Il faudrait au moins que les personnes puissent être sensibilisées parce que peu de personnes font le premier pas vers ce sport pourtant généralement dès qu’elles essayent, cela devient assez vite une addiction.

On a les bons ingrédients mais il faut travailler évidemment davantage la visibilité pour permettre au squash de se développer en France.

Es-tu accompagné dans ta carrière, si oui, dans quels intérêts?

Oui, tout d’abord par mes entraîneurs, c’est avec eux que je communique le plus et c’est eux qui contribue à mon amélioration jour après jour et être dans les meilleures conditions.

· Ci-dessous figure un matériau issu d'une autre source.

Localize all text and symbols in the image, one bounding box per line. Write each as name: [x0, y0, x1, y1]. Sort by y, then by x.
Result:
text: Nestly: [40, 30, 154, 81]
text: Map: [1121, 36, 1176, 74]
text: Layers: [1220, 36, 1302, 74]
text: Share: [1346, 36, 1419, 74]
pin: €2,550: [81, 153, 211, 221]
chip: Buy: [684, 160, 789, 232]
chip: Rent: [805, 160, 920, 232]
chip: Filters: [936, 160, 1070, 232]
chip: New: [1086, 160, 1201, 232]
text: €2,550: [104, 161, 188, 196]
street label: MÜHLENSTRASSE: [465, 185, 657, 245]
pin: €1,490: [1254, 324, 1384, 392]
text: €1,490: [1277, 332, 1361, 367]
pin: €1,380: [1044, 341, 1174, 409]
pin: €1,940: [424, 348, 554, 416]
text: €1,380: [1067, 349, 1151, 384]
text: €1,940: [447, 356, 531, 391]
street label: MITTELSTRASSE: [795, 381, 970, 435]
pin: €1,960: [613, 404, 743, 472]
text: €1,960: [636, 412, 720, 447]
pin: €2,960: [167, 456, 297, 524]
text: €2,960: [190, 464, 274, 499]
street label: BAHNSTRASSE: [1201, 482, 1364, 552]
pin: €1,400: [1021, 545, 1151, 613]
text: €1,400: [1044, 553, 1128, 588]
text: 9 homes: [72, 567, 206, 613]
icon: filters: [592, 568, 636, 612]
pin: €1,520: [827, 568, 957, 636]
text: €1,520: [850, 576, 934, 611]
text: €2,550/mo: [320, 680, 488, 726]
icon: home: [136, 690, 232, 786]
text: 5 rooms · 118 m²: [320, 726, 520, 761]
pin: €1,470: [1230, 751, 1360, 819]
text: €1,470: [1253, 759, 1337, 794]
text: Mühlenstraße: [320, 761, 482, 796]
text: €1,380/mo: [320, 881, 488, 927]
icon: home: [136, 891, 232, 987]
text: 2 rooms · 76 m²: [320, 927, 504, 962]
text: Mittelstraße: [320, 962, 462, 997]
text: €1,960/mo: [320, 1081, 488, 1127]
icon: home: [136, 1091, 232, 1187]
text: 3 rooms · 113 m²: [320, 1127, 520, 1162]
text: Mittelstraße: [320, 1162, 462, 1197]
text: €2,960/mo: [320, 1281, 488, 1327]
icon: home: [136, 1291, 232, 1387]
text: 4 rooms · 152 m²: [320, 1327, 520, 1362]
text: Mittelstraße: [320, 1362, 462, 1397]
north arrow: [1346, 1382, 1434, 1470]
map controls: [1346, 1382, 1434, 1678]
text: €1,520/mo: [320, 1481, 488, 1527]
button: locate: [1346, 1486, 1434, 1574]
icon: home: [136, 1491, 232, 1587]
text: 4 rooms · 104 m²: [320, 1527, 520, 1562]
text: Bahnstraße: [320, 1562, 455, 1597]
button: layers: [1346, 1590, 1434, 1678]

Je suis également accompagné par certains partenaires dont mon partenaire majeur “Tecnifibre” avec qui j’ai une relation de confiance depuis plus de dix ans et avec qui je travaille régulièrement notamment au niveau technique pour ma raquette afin d’arriver à avoir les meilleures sensations.

Je suis aussi suivi par un kiné, ce sont des soins importants dans la carrière du sportif. Il faut prendre soin de son corps pour être performant et constant.

J’ai justement besoin de soutien financier pour que ces personnes qui m’accompagnent et qui sont grandement utiles à ma carrière puissent se déplacer en compétition avec moi.

À ce titre, je suis accompagné depuis peu par Essentiel Sports Agency afin de m’aider à trouver ces sponsors qui voudront se lancer dans cette aventure sportive et humaine.

Dans un sport malheureusement pas encore assez médiatisé, que pouvez-vous apportez à un partenaire ?

Il faut tout d’abord savoir que je suis très disponible pour mes sponsors, notamment quand il s’agit d’échanger avec eux sur le squash. Je propose également des sessions de découverte de la discipline ou bien des conférences sur le squash et les valeurs du sport en général, qui pour certaines sont relativement similaires à celles de l’entreprise.

Le squash n’est pas un sport où la visibilité est toujours la plus intéressante mais généralement ce sont des passionnés qui investissent dans notre sport et ce n’est pas plus mal même si il est vrai que cela est au dépens de la visibilité. 

Pour ma part, je peux afficher le logo de mon partenaire sur mon maillot, mes équipements ainsi que sur mes réseaux sociaux. L’objectif est d’avoir une réelle relation avec le sponsor et non simplement un échange de bons procédés.

Quelles prochaines échéances, quels objectifs sportifs ?

Mes prochaines échéances sont les Championnats du Monde au Caire, un tournoi à El Gouna en Égypte toujours. Après j’ai un tournoi à l’île Maurice et la finale des Championnats de France par équipe au mois de Juin à Nantes et pour finir en Juillet les Jeux Mondiaux de Squash à Birmingham en Alabama aux États-Unis au mois de Juillet.

Ma saison 2021/2022 sera après cela terminée.

Comment envisages-tu la suite de ta carrière ? As-tu déjà réfléchi à l’après?

J’espère au moins jouer jusqu’à ce que mon corps le permette. J’aimerais faire encore au moins trois ou quatre années au haut-niveau.

L’après carrière, j’ai déjà quelques idées notamment dans le golf. Je ne pense pas rester dans le squash. Je pense changer de domaine, éventuellement partir aux États-Unis mais rien de concret pour l’instant. Je ne me ferme aucune porte.

Qu’est ce que l’on peut te souhaiter?

De me faire plaisir dans mon sport et d’atteindre le top 10 mondial.